Shuffling node memberships of subnets: an exploratory conversation

Summary

The shuffling of node membership in subnets has been brought up a few times by the community as a way to address security risks within the IC. Truth be told, the researchers at the DFINITY foundation have engaged this topic sometimes within other topics, but I do not think we have had a deep, focused conversation with the community on this. We want to correct this.

That is why we decided to create this thread on /roadmap path to understand and discuss with folks as an exploratory conversation and assign a researcher to poll folks and focus on it.

For this conversation, Manu Drijvers (@Manu) will be the lead representing the understandings from DFINITY R&D and the owner of this conversation. Manu is a cryptographer and the engineering manager of the DFINITY Consensus team.

He will both take back to the R&D team the community’s ideas as well as help communicate.
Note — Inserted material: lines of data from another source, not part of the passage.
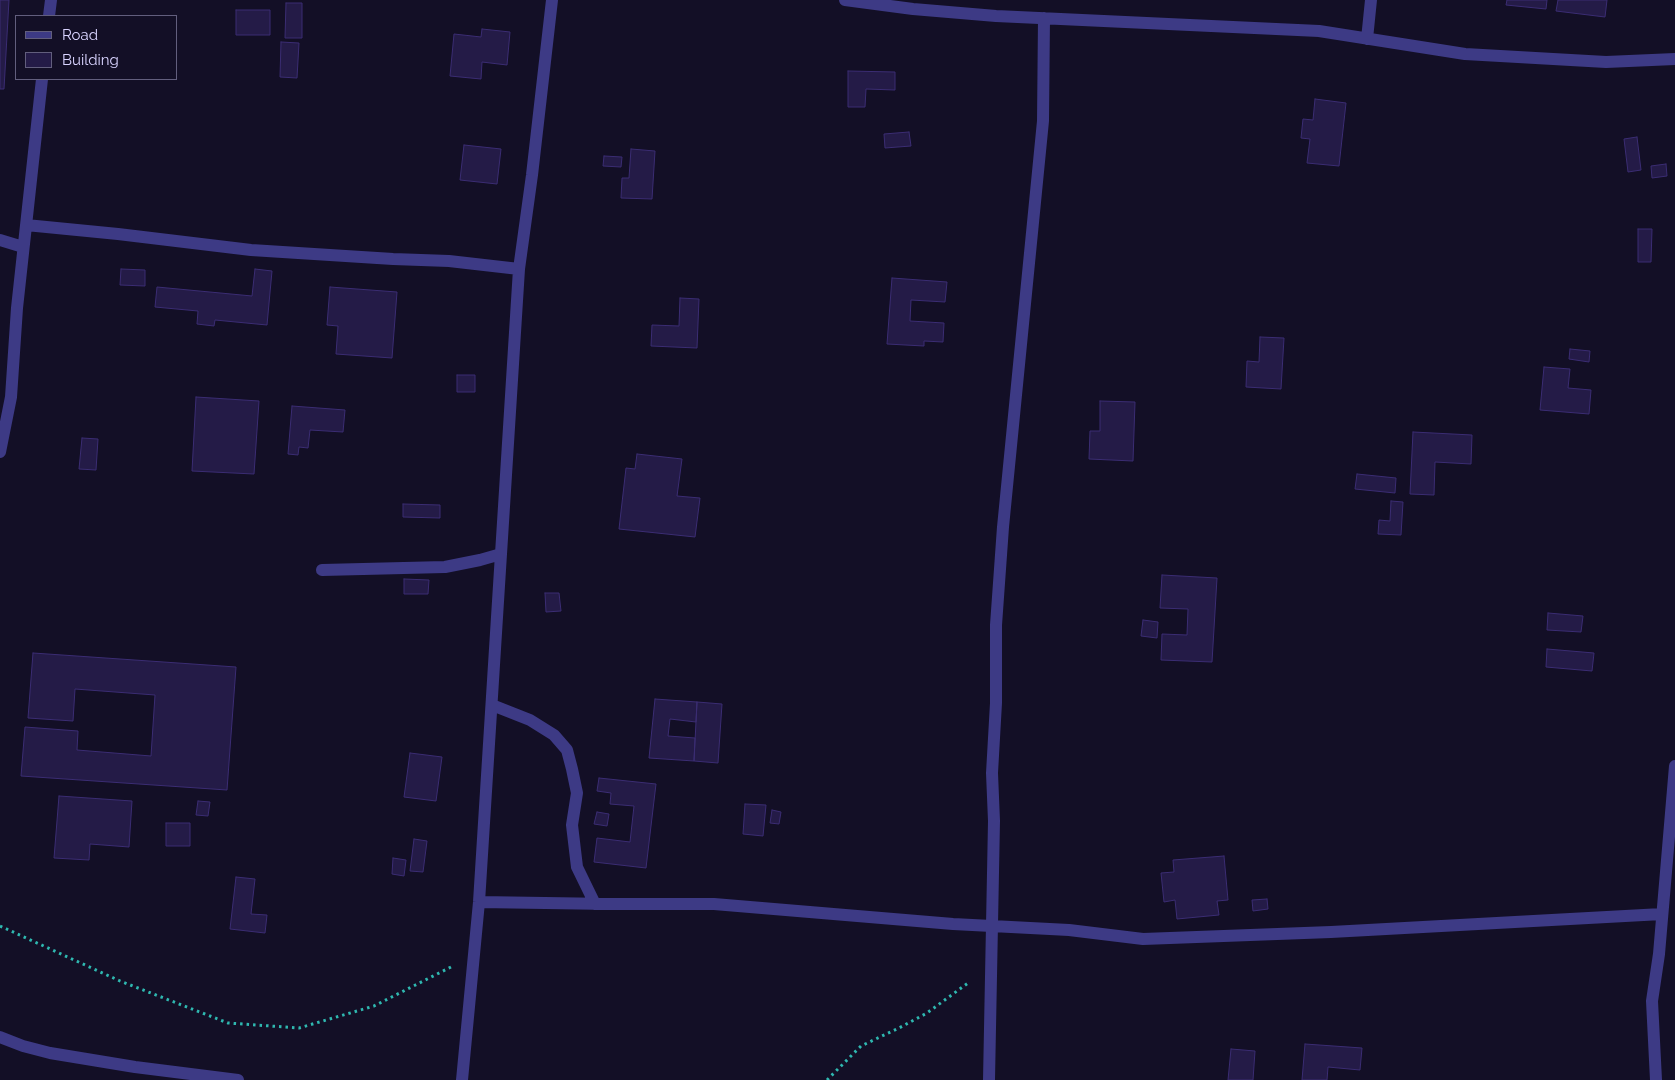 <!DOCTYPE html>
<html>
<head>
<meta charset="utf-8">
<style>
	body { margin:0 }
	#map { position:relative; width:1675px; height:1080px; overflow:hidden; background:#130f26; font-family:Raleway,sans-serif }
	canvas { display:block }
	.legend { position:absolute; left:15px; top:15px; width:162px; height:65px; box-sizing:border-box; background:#130f26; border:1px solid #625e7d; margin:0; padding:6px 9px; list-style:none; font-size:15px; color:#d9d4ff }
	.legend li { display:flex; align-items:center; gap:10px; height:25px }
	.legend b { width:25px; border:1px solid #625e7d }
</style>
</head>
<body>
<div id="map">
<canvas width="1675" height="1080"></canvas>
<ul class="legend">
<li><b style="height:6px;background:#3d3a85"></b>Road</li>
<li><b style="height:14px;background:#241b47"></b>Building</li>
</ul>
</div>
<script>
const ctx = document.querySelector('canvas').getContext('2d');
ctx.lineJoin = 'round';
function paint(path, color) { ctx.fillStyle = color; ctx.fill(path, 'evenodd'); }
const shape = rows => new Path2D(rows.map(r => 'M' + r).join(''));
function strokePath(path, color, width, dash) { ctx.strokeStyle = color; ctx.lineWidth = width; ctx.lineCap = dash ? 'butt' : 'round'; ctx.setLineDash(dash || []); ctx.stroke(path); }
const building = shape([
	[0,0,9,0,4,89,0,89,0,0],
	[1507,0,1547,0,1546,9,1506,5,1507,0],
	[1558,0,1607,0,1605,17,1556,11,1558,0],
	[286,3,302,3,302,38,285,38,286,3],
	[236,10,270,10,270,35,236,35,236,10],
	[482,29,510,32,507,65,482,62,481,79,450,76,454,34,481,37,482,29],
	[281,42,299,43,297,78,280,77,281,42],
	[848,71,895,72,895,90,866,89,865,107,848,107,848,71],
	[1315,99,1346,103,1339,166,1307,163,1310,139,1301,138,1303,119,1313,120,1315,99],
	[909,132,911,146,885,148,884,134,909,132],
	[1637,137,1641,170,1628,172,1624,139,1637,137],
	[464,145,501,149,497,184,460,180,464,145],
	[631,149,655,151,652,199,621,198,622,178,629,178,631,149],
	[604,156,622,157,621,167,603,166,604,156],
	[1666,164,1667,176,1652,178,1651,166,1666,164],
	[1638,229,1652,229,1651,262,1638,262,1638,229],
	[121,269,145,270,145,286,120,285,121,269],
	[255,269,272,271,267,325,215,320,214,326,197,324,198,311,155,307,157,287,252,296,255,269],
	[892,278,947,282,945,302,911,300,910,321,944,323,943,342,924,341,924,346,887,344,892,278],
	[330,287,397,292,392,358,336,354,338,326,327,325,330,287],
	[680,298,699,299,697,348,651,346,652,325,679,326,680,298],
	[1260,337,1284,338,1281,389,1246,387,1247,361,1259,362,1260,337],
	[1570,349,1590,351,1589,362,1569,359,1570,349],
	[1544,367,1570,369,1568,388,1591,390,1589,414,1540,410,1544,367],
	[457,375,475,375,475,392,457,392,457,375],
	[196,397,259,401,254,474,192,471,196,397],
	[1100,401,1135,402,1133,461,1089,459,1090,431,1100,431,1100,401],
	[292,406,345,410,343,432,310,430,308,448,299,447,298,455,288,454,292,406],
	[1413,432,1472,435,1471,464,1435,462,1434,495,1410,494,1413,432],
	[82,438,98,439,96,470,79,469,82,438],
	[637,454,682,459,677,496,700,498,695,537,619,529,626,468,635,469,637,454],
	[1357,474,1396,478,1395,493,1355,489,1357,474],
	[1391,501,1403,502,1401,535,1378,534,1379,520,1390,521,1391,501],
	[403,504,440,505,440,518,403,517,403,504],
	[1162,575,1217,578,1212,662,1161,660,1162,634,1187,635,1188,609,1160,608,1162,575],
	[404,579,429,580,428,594,404,594,404,579],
	[545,593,559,593,561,611,546,612,545,593],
	[1548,613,1583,616,1581,632,1547,630,1548,613],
	[1143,620,1158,622,1157,638,1141,636,1143,620],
	[1547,649,1594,653,1592,671,1546,667,1547,649],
	[33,653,236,667,227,790,21,776,25,727,78,731,77,750,151,756,155,695,75,689,73,721,28,718,33,653],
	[655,699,697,702,696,722,670,719,668,736,695,738,694,761,649,758,655,699],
	[697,702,722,704,718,763,694,761,697,702],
	[410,753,442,757,436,801,404,797,410,753],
	[599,778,656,784,646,868,594,862,597,838,630,842,634,806,610,804,611,793,597,791,599,778],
	[59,796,132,801,129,847,90,844,89,860,54,858,59,796],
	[198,801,210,802,208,816,196,815,198,801],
	[745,804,766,805,763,836,743,834,745,804],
	[772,810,781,812,779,824,770,823,772,810],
	[597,812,609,814,607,826,594,824,597,812],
	[166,823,190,823,190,846,166,846,166,823],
	[414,839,427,841,423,872,410,871,414,839],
	[1224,856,1228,900,1217,901,1219,915,1177,919,1175,900,1164,902,1161,873,1174,872,1173,860,1224,856],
	[393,858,406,860,404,876,392,874,393,858],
	[236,877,255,879,251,914,267,915,265,933,230,929,236,877],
	[1267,899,1268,909,1253,911,1252,900,1267,899],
	[1305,1044,1362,1048,1360,1070,1328,1067,1327,1080,1302,1080,1305,1044],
	[1231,1049,1255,1051,1253,1080,1228,1080,1231,1049]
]);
paint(building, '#241b47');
strokePath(building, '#3b2d73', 1);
strokePath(shape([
	[0,926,120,981,228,1023,299,1028,374,1006,451,967],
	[827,1080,861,1046,899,1028,927,1013,968,983]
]), '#2fb8b0', 3, [2.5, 4]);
strokePath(shape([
	[845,0,913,9,996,16,1319,31,1465,54,1606,62,1675,59],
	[49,16,51,0],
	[1367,39,1371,0],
	[26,225,118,234,251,250,393,259,449,261,519,269],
	[0,240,23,247],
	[0,452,11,397,17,308,42,79],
	[322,570,445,567,480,560,501,554],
	[492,705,530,720,554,735,567,750,572,769,577,793,572,825,577,867,595,904],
	[479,902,611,904,714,904,953,924,1069,930,1143,939,1331,932,1662,914],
	[0,1037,23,1046,50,1053,135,1067,238,1080],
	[462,1080,479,902,519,269,532,175,552,0],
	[989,1080,994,821,992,773,996,703,996,625,1003,527,1043,121,1044,18],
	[1656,1080,1652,1001,1659,954,1675,766]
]), '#3d3a85', 12);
</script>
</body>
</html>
He will help bridge the gap if you will. In the past, this conversation has been too scattered across many mediums and people so it did not have time to breathe.

Related links:

How you can help

  • Propose your ideas
  • Ask questions
  • Like comments
11 Likes

I guess one of my first question is why not across subnets?

5 Likes

Thanks for kicking this off @diegop!

As Diego mentioned, I would be super curious to hear the community’s ideas and opinions on this topic. Currently, the internet computer does not regularly change subnet membership, while we’ve heard some people suggest that regularly swapping nodes in and out of a subnet. I’d love to hear what people prefer (more static vs more dynamic subnet membership) and how frequently they think nodes should be rotated. I’d also be curious to hear what type of attacks they are most concerned about and how they could be avoided using such mechanisms.

I guess one of my first question is why not across subnets?
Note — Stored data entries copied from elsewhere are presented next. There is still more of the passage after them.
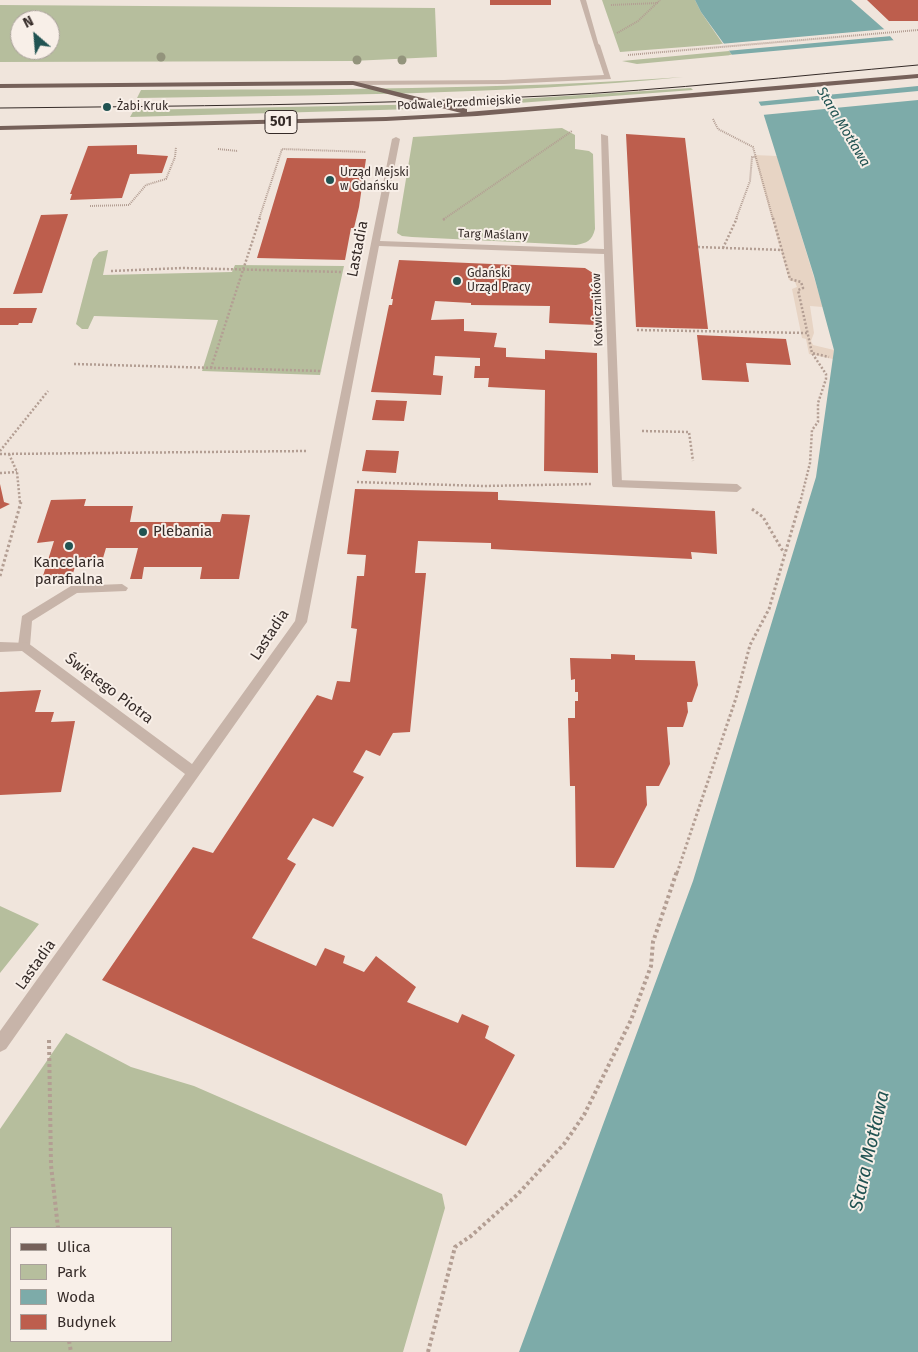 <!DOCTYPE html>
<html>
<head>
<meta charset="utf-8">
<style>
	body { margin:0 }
	#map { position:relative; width:918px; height:1352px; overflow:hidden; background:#f0e5dc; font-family:"Fira Sans",sans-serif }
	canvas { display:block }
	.legend { position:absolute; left:10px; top:1227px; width:162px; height:115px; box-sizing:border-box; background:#f8efe8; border:1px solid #aaa19b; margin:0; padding:6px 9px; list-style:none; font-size:15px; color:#352b28 }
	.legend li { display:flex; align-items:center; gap:10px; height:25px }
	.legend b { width:25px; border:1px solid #aaa19b }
	.north { position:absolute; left:10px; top:10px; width:50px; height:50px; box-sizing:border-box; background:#f8efe8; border:1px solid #aaa19b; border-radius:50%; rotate:333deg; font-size:14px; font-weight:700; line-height:20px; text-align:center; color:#352b28 }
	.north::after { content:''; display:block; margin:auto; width:18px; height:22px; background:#215352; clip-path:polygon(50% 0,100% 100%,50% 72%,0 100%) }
</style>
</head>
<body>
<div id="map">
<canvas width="918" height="1352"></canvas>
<ul class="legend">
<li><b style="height:6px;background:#76615a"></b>Ulica</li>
<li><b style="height:14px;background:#b6be9d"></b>Park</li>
<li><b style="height:14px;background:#7daba9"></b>Woda</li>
<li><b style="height:14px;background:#bd5e4d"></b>Budynek</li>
</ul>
<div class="north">N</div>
</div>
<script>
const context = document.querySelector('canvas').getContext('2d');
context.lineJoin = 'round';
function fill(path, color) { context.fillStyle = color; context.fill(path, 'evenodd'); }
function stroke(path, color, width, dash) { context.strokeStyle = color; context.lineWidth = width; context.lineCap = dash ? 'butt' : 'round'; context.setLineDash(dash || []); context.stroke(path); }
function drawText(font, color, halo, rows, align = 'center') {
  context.font = font + ' "Fira Sans",sans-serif'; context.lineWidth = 4; context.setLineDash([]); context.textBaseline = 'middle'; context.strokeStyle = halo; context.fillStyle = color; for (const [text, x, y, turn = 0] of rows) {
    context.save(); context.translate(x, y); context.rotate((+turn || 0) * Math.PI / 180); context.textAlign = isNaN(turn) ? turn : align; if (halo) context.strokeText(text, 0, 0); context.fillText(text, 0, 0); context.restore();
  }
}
const green = new Path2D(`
	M602 0H695L701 12 723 44 620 52Z
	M0 5 435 8 437 57 352 61 0 62ZM20 20H50V50H20Z
	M729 51 732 55 637 64 622 61Z
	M683 77C502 95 319 95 137 98L141 90C322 89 502 90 683 77Z
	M691 88 693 90 451 108 130 117 134 110 440 104Z
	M562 128 575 135V149L589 151 593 154 595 229C592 241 587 243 576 245L412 237 402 236 397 233 413 137Z
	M108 250 103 275 232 272 235 265 344 266 320 375 202 371 218 320 94 316 88 329H82L76 324 93 259 99 252Z
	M0 906 39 924 0 973Z
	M66 1033 131 1067 194 1086 442 1194 445 1208 403 1352H0V1129ZM11 1228H171V1341H11Z`);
const plaza = new Path2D(`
	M754 155 777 156 823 307 810 306 814 333 811 341 813 345 834 350 833 359 809 354 806 339 802 338 792 289 797 287 795 282 789 280Z`);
const water = new Path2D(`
	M695 0H851L884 29 918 69V1352H519L693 881 816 477 834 350 814 276 761 106 732 55 701 12Z`);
const pier = new Path2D(`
	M887 29 892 36 726 51 720 44Z
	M896 40 918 66V86L756 102 729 55Z
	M918 91V100L762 115 759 106Z`);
const building = new Path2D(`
	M490 0H551V5H490Z
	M867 0H918V21H889Z
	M626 134 685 138 708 329 636 327Z
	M137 145V154L168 156 162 173 130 174 122 198 70 200 72 194H70L88 146Z
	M287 158 366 159 359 207 354 228H351L345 260 257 258Z
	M68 214 42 293 13 294 41 215Z
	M399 260 585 268 596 275V325L549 323 550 306 471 305V303L435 301 431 320 464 319V331L497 333 494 347 506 348V357L545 359V350L597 353 598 473 544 471 545 390 488 387 489 378H474L475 366H480V358L435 356 433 375 443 376 441 395 371 392 389 305H392L393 299H391Z
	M0 308H37L32 323H19L18 325H0Z
	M697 335 786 339 791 365 746 363 749 382 702 380Z
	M376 400 407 401 404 421 372 420Z
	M366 450 399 451 396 473 362 471Z
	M0 484 4 502 10 504 0 509Z
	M355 489 498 492V500L715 511 717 554 691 552 692 559 491 549V543L418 541 415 573H426L410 732 393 733 380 756 366 750 353 772 364 777 333 827 313 818 287 859 296 864 252 938 316 966 325 948 345 956 343 963 364 972 376 956 416 987 407 1002 458 1023 462 1014 489 1026 485 1038 515 1055 466 1146 102 980 193 847 213 853 317 695 332 700 337 681 350 682 357 629 351 628 357 576H364L366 555 347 554Z
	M86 499 84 506H133L130 522H220L222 514 250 515 239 579H200L202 567H144L142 579H130L138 548H106L103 558H78L71 579H42L54 541 37 543 51 500Z
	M611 654 635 655V660L695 661 698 685 692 702H687L688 712 683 727H667L670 764 659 786H646L647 805 614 868 576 867 575 786H570L568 718H575V701H578V692H575V679L571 680 570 658 611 659Z
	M41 690 35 712H54L51 722 75 721 61 792 0 795V692Z`);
const pathFar3 = new Path2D(`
	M611 5 658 3
	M617 33 638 21 660 0
	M628 55 918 30
	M713 119 718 129 753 147 773 219
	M218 149 238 151
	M90 206 129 205 146 185 166 179 175 157 176 147
	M259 219 282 149 366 152
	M444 219 572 131
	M736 219 750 181 752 157H756`);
const pathFar2 = new Path2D(`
	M773 218 790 279 801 282 803 288 798 290 812 353 829 357
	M443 220 446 218
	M698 247 783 250
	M723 248 737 218
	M111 271 183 268 342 272
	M637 330 808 333
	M74 364 322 371
	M211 368 260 218
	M642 431 689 432 693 461
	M0 451 48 391
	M0 454 307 451
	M9 454 17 472 20 503
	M0 473 17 472
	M357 482 484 486 591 484
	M800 503 810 463 812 430 818 422V403L826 379V374L812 353`);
const pathFar1 = new Path2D(`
	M752 509 763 517 784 553
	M0 576 21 502
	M677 873 736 698 750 645 769 609 800 502`);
const path = new Path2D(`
	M49 1040 51 1165 58 1228
	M69 1341 71 1352
	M428 1352 455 1247 471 1236 517 1195 564 1144 584 1115 631 1020 651 966 653 942 677 871`);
const lane = new Path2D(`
	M597 43 600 45 611 79 504 84 353 85 349 83 353 81 504 80 604 75 594 45Z
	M617 480 737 484 742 488 737 492 613 487 612 484Z
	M122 584 128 588 126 591 77 593 32 621 30 646 28 649H20L18 646 22 616 71 586Z`);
const street = new Path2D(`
	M580 0H586L599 46 594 45Z
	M601 134 608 136 622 484 621 487H613L612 484 604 254 379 246 307 622 6 1049 0 1052V1031L185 774 22 651 0 652V642L28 643 192 764 295 621 392 139 396 137 400 139 380 241 604 249Z`);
const primary = new Path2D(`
	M918 74V78L477 116 386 121 0 130V126L386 117 461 113 353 85 0 88V84L353 81 467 109V112Z`);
const tram = new Path2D(`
	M0 108C182 106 364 105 545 96 670 90 794 76 918 65`);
const trees = [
	[161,57],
	[357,60],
	[402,60]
];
const markers = [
	[107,107,5,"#215352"],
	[330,180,5,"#215352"],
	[457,281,5,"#215352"],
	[143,532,5,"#215352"],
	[69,546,5,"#215352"]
];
const farStreetnames = [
	["Podwale Przedmiejskie",459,103,-3],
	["Targ Maślany",493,235,2],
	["Kotwiczników",598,310,-92]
];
const farPoinames = [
	["Żabi Kruk",117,107],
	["Urząd Mejski",340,173],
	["w Gdańsku",340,187],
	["Gdański",467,274],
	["Urząd Pracy",467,288]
];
const shields = [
	[281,122,32]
];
const shieldNames = [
	["501",281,122]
];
const farWaternames = [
	["Stara Motława",843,127,59]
];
const streetNames = [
	["Lastadia",358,249,-79],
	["Lastadia",270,635,-57],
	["Świętego Piotra",109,689,37],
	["Lastadia",36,965,-55]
];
const poiNames = [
	["Plebania",153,532],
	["Kancelaria",69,563,"center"],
	["parafialna",69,580,"center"]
];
const nearWaternames = [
	["Stara Motława",870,1151,-77]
];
fill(green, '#b6be9d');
fill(plaza, '#e7d4c4');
fill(water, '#7daba9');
fill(pier, '#f0e5dc');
fill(building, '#bd5e4d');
stroke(pathFar3, '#b39e93', 2, [1, 1]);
stroke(pathFar2, '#b39e93', 2.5, [2, 2]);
stroke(pathFar1, '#b39e93', 3, [2.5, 2.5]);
stroke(path, '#b39e93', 4, [3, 3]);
fill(lane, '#c7b4a9');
fill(street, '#c7b4a9');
fill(primary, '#76615a');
stroke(tram, '#352b28', 1);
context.fillStyle = '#93947c';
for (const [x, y] of trees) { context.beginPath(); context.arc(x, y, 4.5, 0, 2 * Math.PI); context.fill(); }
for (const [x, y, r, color] of markers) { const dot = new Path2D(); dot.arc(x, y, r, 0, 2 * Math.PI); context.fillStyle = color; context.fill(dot); stroke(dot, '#f8efe8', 2); }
drawText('12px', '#352b28', '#f8efe8', farStreetnames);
drawText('12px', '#352b28', '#f8efe8', farPoinames, 'left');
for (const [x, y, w] of shields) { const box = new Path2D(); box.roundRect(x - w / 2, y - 11.5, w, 23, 4); context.fillStyle = '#f8efe8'; context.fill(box); stroke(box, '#352b28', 1); }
drawText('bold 14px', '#352b28', null, shieldNames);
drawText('italic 14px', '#215352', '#f8efe8', farWaternames);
drawText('15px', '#352b28', '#f8efe8', streetNames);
drawText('15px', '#352b28', '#f8efe8', poiNames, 'left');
drawText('italic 19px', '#215352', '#f8efe8', nearWaternames);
</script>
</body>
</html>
@skilesare, I think Diego meant switching up subnet membership, so essentially “across subnets”: a node could be taken out of one subnet, and added to another subnet.

5 Likes

This is exactly right. I have edited the post and title to better reflect the intent.

Thank you @skilesare !

2 Likes

Ethereums fast shuffling requires a stateless client model, where all the state stored in a shard/subnet is authenticated with merkle trees and then witnesses are used when carrying out new computations.

A question I have is how long would it take for a node to download all the state of a subnet in Dfinity. Thus will impose practical limits on how fast shuffling can be.

Will you guys consider a hybrid model?

4 Likes

Yes, please offer us more information on the bandwidth and computational requirements of spinning down a node from one subnet and spinning that same node up in another subnet. That will help inform us on the resource hit node shuffling would provide.

4 Likes

A slight nudge

If I may be so bold as to nudge the conversation a bit in this direction…

I think the intent of the shuffling memberships is very important to drill down and get clarity & consensus on. This sounds like a tautology so allow me to explain.

At DFINITY, I have been very fortunate to work with world-class cryptographers (not my field of expertise)… and one of the results of this interaction is that for a while we were talking with a different mental model. The main mental model is that cryptographers speak
in “attacks” and “breaking X.”

To satirize, a common conversation with cryptographer can go like this:

Example: 1
Diego: "Is protocol X secure?

Cryptographer: “No, there is a paper that shows that if someone does {{describes the world’s most complicated attack}} then the protocol is broken. So it is considered Broken.”

Diego: “Oh”

Example: 2

Diego: “Is protocol Y secure?”

Cryptographer: “All I know is that there is no known attack to break it that is easier than brute force over 20 years”

Diego: “Is that the crypto version of YES?”

Why it matters in this case

It matters because one motivation Jan, @Manu , and I had for creating this thread is that we realized that (being intellectually honest) we were not sure what the attack node shuffling was addressing. This could very well be we have not been paying close enough attention to the community (which we want to recifty) and it’s obvious to other folks, but it was not to us.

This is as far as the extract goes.